[Work request]:
Could you print, exactly as they stand, the lines from the one holding "M360,477L373,418" to the end of the data below, and nothing more?

Collected data:
________
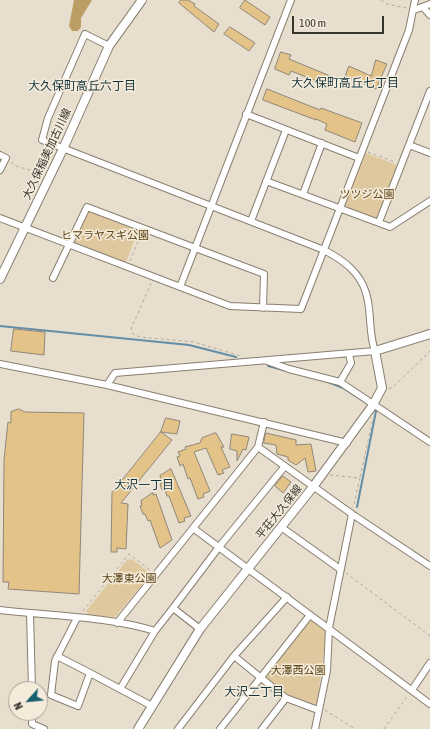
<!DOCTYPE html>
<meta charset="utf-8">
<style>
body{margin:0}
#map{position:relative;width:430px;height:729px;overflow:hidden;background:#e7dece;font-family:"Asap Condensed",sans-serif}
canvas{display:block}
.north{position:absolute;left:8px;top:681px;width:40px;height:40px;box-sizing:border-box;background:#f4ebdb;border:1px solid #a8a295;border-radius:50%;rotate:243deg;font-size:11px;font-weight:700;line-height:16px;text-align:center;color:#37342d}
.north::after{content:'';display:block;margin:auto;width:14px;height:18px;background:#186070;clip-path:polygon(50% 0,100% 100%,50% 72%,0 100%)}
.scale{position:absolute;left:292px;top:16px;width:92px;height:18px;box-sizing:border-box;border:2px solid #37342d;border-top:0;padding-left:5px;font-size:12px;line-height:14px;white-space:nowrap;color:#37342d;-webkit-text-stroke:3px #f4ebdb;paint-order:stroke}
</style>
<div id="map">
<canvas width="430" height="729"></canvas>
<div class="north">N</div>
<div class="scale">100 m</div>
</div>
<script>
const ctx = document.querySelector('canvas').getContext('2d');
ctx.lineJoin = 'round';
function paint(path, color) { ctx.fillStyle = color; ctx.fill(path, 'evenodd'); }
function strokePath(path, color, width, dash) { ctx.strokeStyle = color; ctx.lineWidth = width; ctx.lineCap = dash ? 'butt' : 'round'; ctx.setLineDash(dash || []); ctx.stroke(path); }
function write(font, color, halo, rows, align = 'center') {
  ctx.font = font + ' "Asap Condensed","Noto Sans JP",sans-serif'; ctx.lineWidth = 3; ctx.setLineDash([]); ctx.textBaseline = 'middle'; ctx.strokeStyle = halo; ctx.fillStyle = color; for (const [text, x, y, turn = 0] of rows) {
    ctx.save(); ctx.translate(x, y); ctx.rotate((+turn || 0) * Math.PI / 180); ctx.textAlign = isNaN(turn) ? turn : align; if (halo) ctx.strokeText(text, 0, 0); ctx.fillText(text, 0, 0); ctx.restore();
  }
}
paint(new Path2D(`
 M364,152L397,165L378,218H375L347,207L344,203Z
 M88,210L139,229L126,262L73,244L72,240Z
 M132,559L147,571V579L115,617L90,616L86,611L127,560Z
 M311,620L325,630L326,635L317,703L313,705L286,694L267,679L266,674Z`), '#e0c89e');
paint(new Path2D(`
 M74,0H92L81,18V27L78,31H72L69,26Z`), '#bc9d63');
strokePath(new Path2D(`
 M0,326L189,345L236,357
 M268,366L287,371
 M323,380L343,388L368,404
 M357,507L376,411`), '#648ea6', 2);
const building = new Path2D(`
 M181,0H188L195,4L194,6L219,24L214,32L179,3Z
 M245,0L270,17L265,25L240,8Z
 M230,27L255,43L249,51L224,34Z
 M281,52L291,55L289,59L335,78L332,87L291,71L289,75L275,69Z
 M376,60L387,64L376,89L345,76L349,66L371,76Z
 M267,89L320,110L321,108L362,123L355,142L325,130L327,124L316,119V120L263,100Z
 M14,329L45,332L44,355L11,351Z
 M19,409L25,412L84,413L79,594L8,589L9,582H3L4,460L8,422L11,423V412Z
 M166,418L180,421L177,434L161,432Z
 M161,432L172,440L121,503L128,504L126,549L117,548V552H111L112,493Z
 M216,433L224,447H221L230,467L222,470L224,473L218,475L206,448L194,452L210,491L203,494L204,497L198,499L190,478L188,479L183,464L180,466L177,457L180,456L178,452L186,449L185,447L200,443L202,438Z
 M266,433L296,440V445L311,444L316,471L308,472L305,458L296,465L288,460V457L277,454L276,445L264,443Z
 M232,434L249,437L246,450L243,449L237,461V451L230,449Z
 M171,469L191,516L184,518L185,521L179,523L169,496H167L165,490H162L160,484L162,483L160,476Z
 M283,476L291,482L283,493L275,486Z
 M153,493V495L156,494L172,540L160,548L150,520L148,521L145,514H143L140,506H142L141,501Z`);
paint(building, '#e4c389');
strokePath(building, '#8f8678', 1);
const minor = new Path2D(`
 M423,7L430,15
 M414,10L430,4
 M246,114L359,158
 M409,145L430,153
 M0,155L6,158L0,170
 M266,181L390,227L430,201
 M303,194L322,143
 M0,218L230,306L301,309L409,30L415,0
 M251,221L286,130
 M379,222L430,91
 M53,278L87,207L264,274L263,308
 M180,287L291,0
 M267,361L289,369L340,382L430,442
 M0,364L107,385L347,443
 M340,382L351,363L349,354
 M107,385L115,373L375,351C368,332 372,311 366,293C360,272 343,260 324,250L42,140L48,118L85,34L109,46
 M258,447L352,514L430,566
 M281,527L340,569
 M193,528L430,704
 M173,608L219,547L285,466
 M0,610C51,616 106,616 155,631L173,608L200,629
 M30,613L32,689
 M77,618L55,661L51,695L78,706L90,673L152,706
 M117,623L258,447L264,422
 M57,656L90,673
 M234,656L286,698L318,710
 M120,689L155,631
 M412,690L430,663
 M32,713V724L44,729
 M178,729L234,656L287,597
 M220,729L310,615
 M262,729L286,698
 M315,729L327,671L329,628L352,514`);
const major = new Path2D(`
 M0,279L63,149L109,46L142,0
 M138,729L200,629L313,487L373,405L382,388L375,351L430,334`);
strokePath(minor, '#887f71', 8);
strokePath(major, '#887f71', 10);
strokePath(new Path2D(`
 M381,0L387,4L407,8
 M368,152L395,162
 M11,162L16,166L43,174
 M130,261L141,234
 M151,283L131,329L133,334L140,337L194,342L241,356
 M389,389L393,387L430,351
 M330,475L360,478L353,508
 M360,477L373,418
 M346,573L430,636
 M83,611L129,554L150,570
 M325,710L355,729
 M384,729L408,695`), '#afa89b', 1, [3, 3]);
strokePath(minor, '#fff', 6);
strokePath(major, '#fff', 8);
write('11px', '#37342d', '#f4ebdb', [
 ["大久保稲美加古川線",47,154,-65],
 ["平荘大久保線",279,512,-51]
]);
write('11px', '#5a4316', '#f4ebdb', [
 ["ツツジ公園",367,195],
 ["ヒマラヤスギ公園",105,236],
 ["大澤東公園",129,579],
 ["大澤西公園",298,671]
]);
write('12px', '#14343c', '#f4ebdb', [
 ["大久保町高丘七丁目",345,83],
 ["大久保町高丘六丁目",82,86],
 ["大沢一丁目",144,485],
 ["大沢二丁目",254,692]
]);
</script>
________
[Task output]:
 M360,477L373,418
 M346,573L430,636
 M83,611L129,554L150,570
 M325,710L355,729
 M384,729L408,695`), '#afa89b', 1, [3, 3]);
strokePath(minor, '#fff', 6);
strokePath(major, '#fff', 8);
write('11px', '#37342d', '#f4ebdb', [
 ["大久保稲美加古川線",47,154,-65],
 ["平荘大久保線",279,512,-51]
]);
write('11px', '#5a4316', '#f4ebdb', [
 ["ツツジ公園",367,195],
 ["ヒマラヤスギ公園",105,236],
 ["大澤東公園",129,579],
 ["大澤西公園",298,671]
]);
write('12px', '#14343c', '#f4ebdb', [
 ["大久保町高丘七丁目",345,83],
 ["大久保町高丘六丁目",82,86],
 ["大沢一丁目",144,485],
 ["大沢二丁目",254,692]
]);
</script>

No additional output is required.